A movie theater sold 120 tickets to the matinee showing of a popular children's movie, and 150 tickets to the evening showing. The theater sold the same number of adult tickets for each show, but for the evening show was just 20 children's tickets short of selling twice as many children's tickets as it did for the matinee. How many children's tickets were sold to the evening show?

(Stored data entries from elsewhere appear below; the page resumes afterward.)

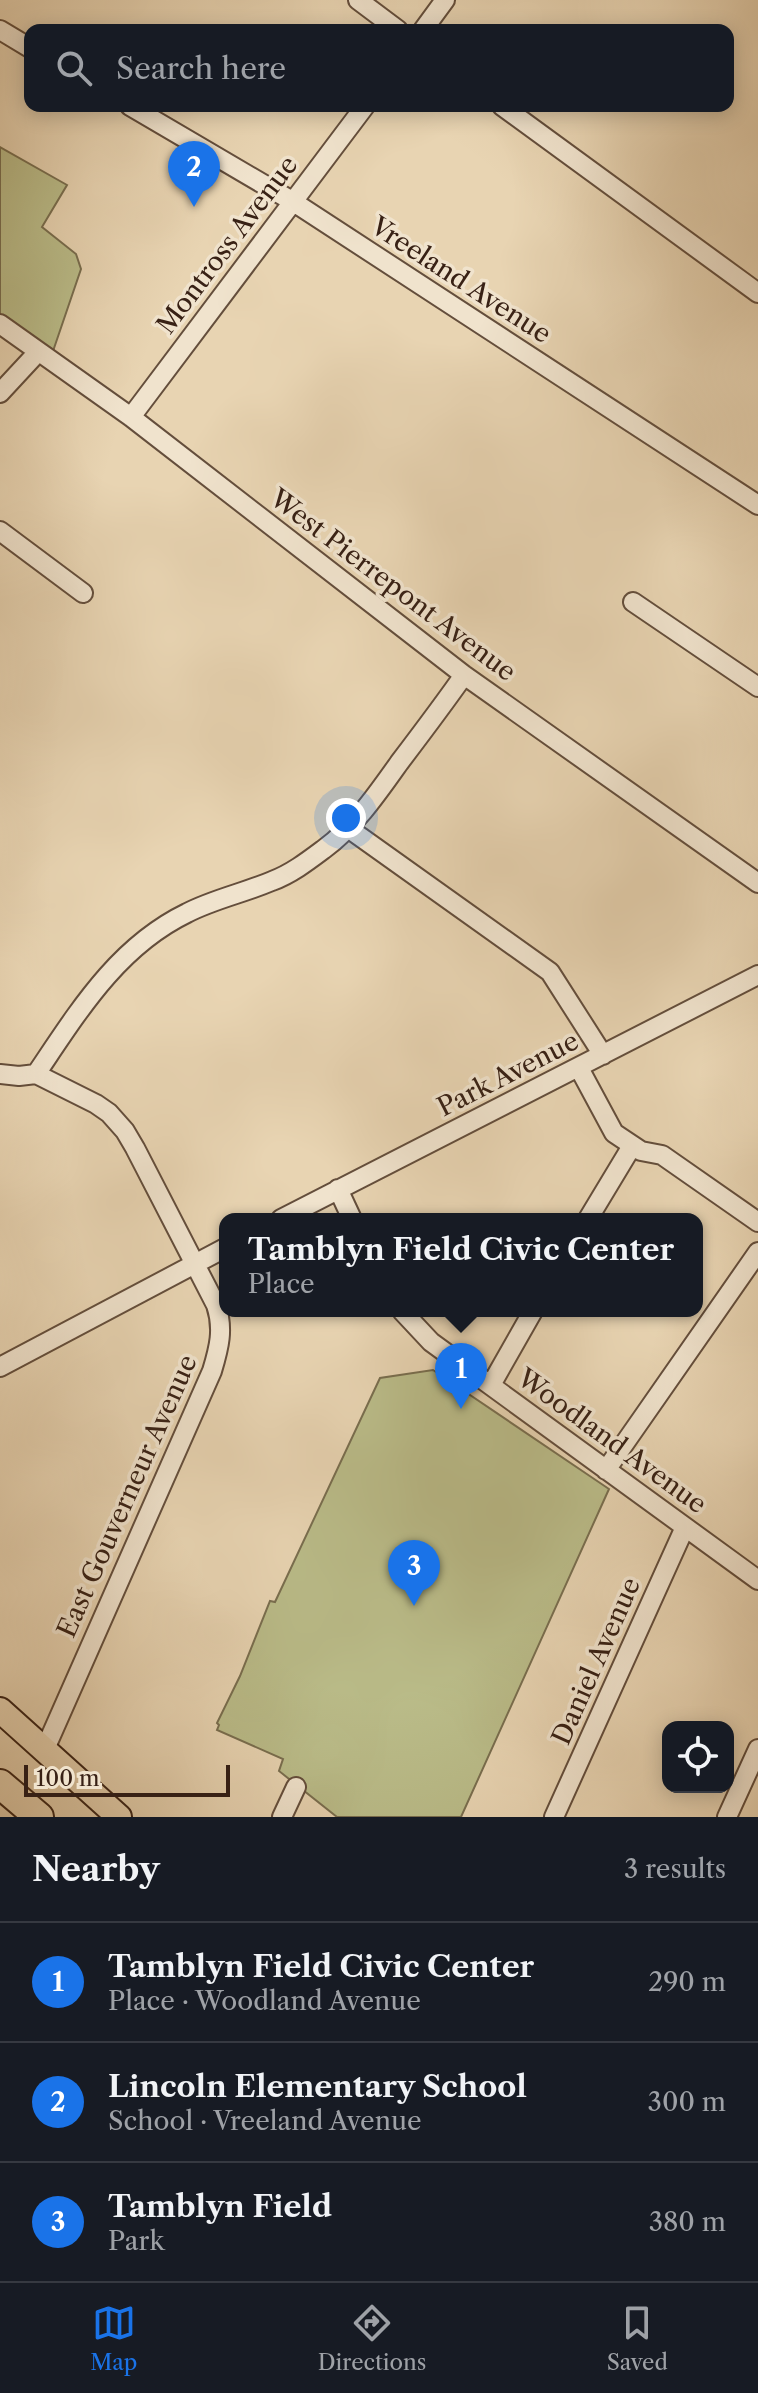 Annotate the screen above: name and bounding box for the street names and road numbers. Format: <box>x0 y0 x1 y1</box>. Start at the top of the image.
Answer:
street label: Montross Avenue <box>150 150 304 340</box>
street label: Vreeland Avenue <box>364 209 557 350</box>
street label: West Pierrepont Avenue <box>263 481 522 688</box>
street label: Park Avenue <box>432 1025 584 1123</box>
street label: East Gouverneur Avenue <box>50 1350 204 1642</box>
street label: Woodland Avenue <box>510 1361 713 1520</box>
street label: Daniel Avenue <box>545 1572 647 1750</box>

A. 50 B. 60 C. 70 D. 80 E. 90

The theater sold the same number of adult tickets for each show Let A = # of adult tickets sold for MATINEE show So, A = # of adult tickets sold for EVENING show

The evening show was just 20 children's tickets short of selling twice as many children's tickets as it did for the matinee In other words, if they had sold 20 extra children's tickets for the evening show, then the number of children's tickets for the evening show would have been TWICE the number of children's tickets for the matinee show So, we can write: (# of EVENING show children's tickets) + 20 = 2(# of MATINEE show children's tickets) Another way to write this is: (# of EVENING show children's tickets) = 2(# of MATINEE show children's tickets) - 20

Let C = # of children's tickets sold for MATINEE show So, 2C - 20 = # of children's tickets sold for EVENING show

A movie theater sold 120 tickets to the matinee showing of a popular children's movie, and 150 tickets to the evening showing We can write the following: A + C = 120 A + (2C - 20) = 150

Rewrite as: A + 2C = 170 A + C = 120

Subtract bottom equation from top equation to get: C = 50 So, 50 children's tickets were sold for the MATINEE show.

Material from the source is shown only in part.